» **PROBLEM DESCRIPTION**:
Set down a word-for-word copy of the data below, limited to the lines from the first through the line with "position:absolute; left:1894px; top:24px;".
##### DATASET #####
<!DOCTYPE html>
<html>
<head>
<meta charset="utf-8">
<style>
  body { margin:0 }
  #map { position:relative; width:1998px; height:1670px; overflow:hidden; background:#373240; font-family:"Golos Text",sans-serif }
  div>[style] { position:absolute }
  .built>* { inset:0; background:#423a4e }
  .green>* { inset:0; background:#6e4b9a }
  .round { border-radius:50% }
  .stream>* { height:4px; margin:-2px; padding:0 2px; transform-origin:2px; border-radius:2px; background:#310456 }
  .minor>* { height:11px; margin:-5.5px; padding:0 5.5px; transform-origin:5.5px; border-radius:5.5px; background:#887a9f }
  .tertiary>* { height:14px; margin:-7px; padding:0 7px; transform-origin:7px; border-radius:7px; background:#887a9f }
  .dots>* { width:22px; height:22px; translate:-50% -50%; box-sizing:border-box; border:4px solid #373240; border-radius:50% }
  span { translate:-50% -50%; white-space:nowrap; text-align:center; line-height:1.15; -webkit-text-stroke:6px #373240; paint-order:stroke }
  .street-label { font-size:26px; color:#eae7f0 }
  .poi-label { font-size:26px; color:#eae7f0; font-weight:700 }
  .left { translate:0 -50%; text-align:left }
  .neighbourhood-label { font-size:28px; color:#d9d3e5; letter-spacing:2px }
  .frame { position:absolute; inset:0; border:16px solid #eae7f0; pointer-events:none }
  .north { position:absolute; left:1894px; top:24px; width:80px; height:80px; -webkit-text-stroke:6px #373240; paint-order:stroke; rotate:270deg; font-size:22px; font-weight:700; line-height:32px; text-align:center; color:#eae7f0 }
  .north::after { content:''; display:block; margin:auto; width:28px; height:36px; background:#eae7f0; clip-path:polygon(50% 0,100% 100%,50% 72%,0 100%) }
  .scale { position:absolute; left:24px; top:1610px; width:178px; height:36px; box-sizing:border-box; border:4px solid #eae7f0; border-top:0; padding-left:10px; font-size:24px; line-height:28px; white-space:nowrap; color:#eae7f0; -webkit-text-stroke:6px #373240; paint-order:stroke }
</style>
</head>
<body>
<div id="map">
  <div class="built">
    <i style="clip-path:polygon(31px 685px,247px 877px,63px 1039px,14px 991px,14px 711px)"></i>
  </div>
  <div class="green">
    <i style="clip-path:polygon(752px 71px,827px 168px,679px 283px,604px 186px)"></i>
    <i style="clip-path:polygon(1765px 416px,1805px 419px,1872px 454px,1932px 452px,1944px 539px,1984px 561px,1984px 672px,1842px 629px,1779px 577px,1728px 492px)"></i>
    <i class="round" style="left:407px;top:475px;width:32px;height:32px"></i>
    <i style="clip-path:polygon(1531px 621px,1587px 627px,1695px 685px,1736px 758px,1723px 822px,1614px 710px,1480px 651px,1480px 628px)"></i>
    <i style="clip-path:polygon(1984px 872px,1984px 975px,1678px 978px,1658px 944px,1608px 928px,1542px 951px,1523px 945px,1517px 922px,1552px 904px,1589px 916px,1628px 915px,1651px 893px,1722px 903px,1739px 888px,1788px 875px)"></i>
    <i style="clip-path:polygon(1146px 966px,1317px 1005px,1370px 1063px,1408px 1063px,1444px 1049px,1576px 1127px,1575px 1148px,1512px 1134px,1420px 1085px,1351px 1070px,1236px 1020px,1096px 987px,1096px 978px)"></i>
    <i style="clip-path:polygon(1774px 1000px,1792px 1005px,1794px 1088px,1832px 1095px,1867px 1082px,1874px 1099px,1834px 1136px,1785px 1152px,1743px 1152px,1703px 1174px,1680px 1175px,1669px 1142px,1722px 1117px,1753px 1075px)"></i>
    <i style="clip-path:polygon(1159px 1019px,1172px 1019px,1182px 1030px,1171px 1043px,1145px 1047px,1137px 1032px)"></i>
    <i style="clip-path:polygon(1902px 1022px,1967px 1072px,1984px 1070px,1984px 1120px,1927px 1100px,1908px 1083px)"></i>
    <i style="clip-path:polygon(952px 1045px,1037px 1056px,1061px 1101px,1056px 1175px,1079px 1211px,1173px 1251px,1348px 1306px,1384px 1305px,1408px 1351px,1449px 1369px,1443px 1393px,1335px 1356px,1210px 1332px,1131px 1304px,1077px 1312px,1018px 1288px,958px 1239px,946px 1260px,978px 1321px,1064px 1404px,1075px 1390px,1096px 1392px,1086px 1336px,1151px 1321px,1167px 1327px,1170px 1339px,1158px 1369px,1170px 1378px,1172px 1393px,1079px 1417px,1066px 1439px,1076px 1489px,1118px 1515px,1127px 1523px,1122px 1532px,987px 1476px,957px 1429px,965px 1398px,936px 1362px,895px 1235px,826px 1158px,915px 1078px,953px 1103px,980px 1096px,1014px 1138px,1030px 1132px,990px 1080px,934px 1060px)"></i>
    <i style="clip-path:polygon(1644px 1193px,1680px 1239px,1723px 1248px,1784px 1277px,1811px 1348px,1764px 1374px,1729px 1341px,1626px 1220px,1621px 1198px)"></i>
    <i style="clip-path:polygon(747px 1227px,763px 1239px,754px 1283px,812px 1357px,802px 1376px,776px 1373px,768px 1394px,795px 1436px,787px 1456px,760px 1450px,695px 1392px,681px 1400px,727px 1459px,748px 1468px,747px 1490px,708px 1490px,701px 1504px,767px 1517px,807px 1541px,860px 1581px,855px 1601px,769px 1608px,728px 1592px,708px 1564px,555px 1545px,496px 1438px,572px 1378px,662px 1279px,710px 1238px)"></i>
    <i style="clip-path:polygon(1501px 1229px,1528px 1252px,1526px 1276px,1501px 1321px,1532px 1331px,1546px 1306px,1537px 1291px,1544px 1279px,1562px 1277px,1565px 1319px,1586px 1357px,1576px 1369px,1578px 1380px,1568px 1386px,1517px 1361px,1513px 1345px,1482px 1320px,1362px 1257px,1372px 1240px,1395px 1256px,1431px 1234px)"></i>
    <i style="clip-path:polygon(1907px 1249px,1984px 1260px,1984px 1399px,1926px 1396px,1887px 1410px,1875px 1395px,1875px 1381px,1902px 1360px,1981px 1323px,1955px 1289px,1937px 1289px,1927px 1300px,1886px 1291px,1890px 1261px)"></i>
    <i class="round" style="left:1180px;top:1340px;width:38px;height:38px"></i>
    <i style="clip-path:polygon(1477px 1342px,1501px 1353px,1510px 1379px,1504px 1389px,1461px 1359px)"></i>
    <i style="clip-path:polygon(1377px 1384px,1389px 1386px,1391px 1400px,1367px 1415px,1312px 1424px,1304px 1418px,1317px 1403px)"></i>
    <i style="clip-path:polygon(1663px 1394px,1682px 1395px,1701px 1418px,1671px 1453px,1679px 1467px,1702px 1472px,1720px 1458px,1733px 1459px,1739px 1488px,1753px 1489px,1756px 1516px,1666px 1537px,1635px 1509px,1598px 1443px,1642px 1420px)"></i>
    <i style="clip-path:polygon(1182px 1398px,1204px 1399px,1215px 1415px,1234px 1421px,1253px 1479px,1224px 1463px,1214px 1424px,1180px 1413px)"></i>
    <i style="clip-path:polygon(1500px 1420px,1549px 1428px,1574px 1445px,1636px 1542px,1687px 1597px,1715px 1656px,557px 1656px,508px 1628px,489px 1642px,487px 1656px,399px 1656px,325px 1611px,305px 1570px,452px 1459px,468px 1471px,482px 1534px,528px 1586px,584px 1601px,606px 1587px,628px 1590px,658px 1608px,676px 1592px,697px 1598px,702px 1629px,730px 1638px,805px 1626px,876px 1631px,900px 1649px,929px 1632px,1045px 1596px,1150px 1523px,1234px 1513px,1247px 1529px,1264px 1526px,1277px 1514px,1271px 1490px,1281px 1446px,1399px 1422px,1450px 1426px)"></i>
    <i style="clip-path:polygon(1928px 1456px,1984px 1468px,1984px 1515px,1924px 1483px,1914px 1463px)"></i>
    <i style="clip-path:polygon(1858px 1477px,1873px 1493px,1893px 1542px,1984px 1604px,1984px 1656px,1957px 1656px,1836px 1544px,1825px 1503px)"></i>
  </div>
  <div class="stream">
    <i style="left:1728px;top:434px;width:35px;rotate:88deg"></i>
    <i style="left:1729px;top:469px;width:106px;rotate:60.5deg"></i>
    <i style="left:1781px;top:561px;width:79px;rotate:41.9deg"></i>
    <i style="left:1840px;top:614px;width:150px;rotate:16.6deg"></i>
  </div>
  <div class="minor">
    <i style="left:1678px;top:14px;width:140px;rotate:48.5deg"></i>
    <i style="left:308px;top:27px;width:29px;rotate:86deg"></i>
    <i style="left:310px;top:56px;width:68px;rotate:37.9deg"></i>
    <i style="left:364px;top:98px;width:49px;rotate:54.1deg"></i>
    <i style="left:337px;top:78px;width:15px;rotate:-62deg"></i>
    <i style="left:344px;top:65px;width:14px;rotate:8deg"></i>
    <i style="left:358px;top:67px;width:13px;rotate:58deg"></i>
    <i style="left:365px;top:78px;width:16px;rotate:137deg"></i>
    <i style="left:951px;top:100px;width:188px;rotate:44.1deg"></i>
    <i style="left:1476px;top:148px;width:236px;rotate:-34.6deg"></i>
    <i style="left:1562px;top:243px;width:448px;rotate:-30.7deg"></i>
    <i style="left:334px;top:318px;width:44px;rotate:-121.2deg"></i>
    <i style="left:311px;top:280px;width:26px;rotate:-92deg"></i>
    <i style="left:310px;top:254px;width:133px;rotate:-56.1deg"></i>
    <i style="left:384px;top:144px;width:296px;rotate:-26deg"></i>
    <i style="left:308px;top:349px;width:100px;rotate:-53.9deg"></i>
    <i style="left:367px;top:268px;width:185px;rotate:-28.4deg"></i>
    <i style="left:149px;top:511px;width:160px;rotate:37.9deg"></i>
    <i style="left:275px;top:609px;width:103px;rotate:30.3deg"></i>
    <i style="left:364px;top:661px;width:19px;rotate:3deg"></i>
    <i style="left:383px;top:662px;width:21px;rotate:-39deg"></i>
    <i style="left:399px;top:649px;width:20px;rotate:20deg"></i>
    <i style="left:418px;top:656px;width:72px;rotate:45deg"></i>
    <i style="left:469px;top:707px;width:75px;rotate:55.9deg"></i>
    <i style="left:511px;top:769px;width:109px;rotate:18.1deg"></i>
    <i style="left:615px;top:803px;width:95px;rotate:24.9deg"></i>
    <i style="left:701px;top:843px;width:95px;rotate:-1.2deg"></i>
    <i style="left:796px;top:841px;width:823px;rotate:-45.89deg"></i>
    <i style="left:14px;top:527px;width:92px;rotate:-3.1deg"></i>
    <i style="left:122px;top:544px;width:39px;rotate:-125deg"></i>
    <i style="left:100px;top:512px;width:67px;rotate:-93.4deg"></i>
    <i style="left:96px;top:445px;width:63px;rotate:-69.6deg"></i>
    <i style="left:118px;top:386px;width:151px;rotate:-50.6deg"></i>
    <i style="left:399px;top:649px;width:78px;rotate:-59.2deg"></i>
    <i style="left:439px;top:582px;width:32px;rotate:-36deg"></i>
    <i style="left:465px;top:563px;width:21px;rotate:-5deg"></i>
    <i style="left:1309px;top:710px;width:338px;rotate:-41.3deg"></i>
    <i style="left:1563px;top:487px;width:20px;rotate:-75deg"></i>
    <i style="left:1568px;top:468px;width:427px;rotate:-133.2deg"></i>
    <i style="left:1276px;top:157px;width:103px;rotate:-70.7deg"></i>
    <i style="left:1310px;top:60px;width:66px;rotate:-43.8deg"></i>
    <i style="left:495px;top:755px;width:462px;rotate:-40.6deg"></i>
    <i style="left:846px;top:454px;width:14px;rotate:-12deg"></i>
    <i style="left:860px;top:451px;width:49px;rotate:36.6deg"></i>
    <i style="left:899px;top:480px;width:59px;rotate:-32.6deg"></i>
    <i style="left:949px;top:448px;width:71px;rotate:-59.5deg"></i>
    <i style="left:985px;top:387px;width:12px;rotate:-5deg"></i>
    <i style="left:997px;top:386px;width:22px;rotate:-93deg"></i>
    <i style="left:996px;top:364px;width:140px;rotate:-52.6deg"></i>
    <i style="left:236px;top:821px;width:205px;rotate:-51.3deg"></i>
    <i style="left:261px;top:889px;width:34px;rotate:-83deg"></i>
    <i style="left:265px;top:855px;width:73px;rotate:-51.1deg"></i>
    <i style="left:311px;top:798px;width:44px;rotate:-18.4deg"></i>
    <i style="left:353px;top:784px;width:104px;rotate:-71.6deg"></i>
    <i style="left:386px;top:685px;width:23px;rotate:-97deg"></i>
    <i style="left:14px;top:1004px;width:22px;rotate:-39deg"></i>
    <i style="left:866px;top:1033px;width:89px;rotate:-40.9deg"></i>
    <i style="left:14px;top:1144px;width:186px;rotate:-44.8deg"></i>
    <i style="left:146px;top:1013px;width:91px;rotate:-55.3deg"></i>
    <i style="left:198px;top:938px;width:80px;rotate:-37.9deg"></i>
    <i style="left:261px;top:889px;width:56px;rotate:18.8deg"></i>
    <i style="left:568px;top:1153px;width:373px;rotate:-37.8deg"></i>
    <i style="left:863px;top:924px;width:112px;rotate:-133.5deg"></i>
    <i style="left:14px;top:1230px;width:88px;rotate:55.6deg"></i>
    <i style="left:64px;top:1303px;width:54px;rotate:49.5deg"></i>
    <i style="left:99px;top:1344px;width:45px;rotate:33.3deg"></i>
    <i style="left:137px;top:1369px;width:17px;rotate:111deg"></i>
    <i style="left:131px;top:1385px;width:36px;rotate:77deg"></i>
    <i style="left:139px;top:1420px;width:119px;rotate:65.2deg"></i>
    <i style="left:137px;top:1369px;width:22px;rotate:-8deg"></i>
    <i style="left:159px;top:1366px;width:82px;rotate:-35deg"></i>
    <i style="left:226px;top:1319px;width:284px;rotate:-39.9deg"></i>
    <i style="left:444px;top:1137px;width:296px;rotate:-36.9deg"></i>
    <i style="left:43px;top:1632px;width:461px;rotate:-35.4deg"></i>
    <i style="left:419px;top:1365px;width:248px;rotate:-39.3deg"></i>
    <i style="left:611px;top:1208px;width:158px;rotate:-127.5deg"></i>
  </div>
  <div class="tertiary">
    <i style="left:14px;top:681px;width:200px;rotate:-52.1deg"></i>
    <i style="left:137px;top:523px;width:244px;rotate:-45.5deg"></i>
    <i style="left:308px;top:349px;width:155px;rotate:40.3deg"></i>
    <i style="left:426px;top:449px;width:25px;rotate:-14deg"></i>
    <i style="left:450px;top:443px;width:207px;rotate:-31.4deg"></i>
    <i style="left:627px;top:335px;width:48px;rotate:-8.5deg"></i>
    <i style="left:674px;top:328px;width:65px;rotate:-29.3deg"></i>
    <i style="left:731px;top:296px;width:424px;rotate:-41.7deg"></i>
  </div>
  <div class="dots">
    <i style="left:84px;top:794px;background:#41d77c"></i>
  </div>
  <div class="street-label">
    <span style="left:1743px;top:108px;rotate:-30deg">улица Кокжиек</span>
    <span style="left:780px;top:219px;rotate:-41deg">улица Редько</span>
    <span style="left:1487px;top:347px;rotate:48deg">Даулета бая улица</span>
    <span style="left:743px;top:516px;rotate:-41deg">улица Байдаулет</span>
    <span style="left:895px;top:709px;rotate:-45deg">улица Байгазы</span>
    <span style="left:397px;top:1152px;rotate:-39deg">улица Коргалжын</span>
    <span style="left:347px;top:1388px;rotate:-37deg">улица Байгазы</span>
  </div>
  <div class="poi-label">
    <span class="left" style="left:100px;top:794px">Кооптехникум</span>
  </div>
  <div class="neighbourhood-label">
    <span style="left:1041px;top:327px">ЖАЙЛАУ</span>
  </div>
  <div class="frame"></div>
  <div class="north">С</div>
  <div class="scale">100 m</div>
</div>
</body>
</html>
#####
» **OUTPUT OF THE EXERCISE**:
<!DOCTYPE html>
<html>
<head>
<meta charset="utf-8">
<style>
  body { margin:0 }
  #map { position:relative; width:1998px; height:1670px; overflow:hidden; background:#373240; font-family:"Golos Text",sans-serif }
  div>[style] { position:absolute }
  .built>* { inset:0; background:#423a4e }
  .green>* { inset:0; background:#6e4b9a }
  .round { border-radius:50% }
  .stream>* { height:4px; margin:-2px; padding:0 2px; transform-origin:2px; border-radius:2px; background:#310456 }
  .minor>* { height:11px; margin:-5.5px; padding:0 5.5px; transform-origin:5.5px; border-radius:5.5px; background:#887a9f }
  .tertiary>* { height:14px; margin:-7px; padding:0 7px; transform-origin:7px; border-radius:7px; background:#887a9f }
  .dots>* { width:22px; height:22px; translate:-50% -50%; box-sizing:border-box; border:4px solid #373240; border-radius:50% }
  span { translate:-50% -50%; white-space:nowrap; text-align:center; line-height:1.15; -webkit-text-stroke:6px #373240; paint-order:stroke }
  .street-label { font-size:26px; color:#eae7f0 }
  .poi-label { font-size:26px; color:#eae7f0; font-weight:700 }
  .left { translate:0 -50%; text-align:left }
  .neighbourhood-label { font-size:28px; color:#d9d3e5; letter-spacing:2px }
  .frame { position:absolute; inset:0; border:16px solid #eae7f0; pointer-events:none }
  .north { position:absolute; left:1894px; top:24px; width:80px; height:80px; -webkit-text-stroke:6px #373240; paint-order:stroke; rotate:270deg; font-size:22px; font-weight:700; line-height:32px; text-align:center; color:#eae7f0 }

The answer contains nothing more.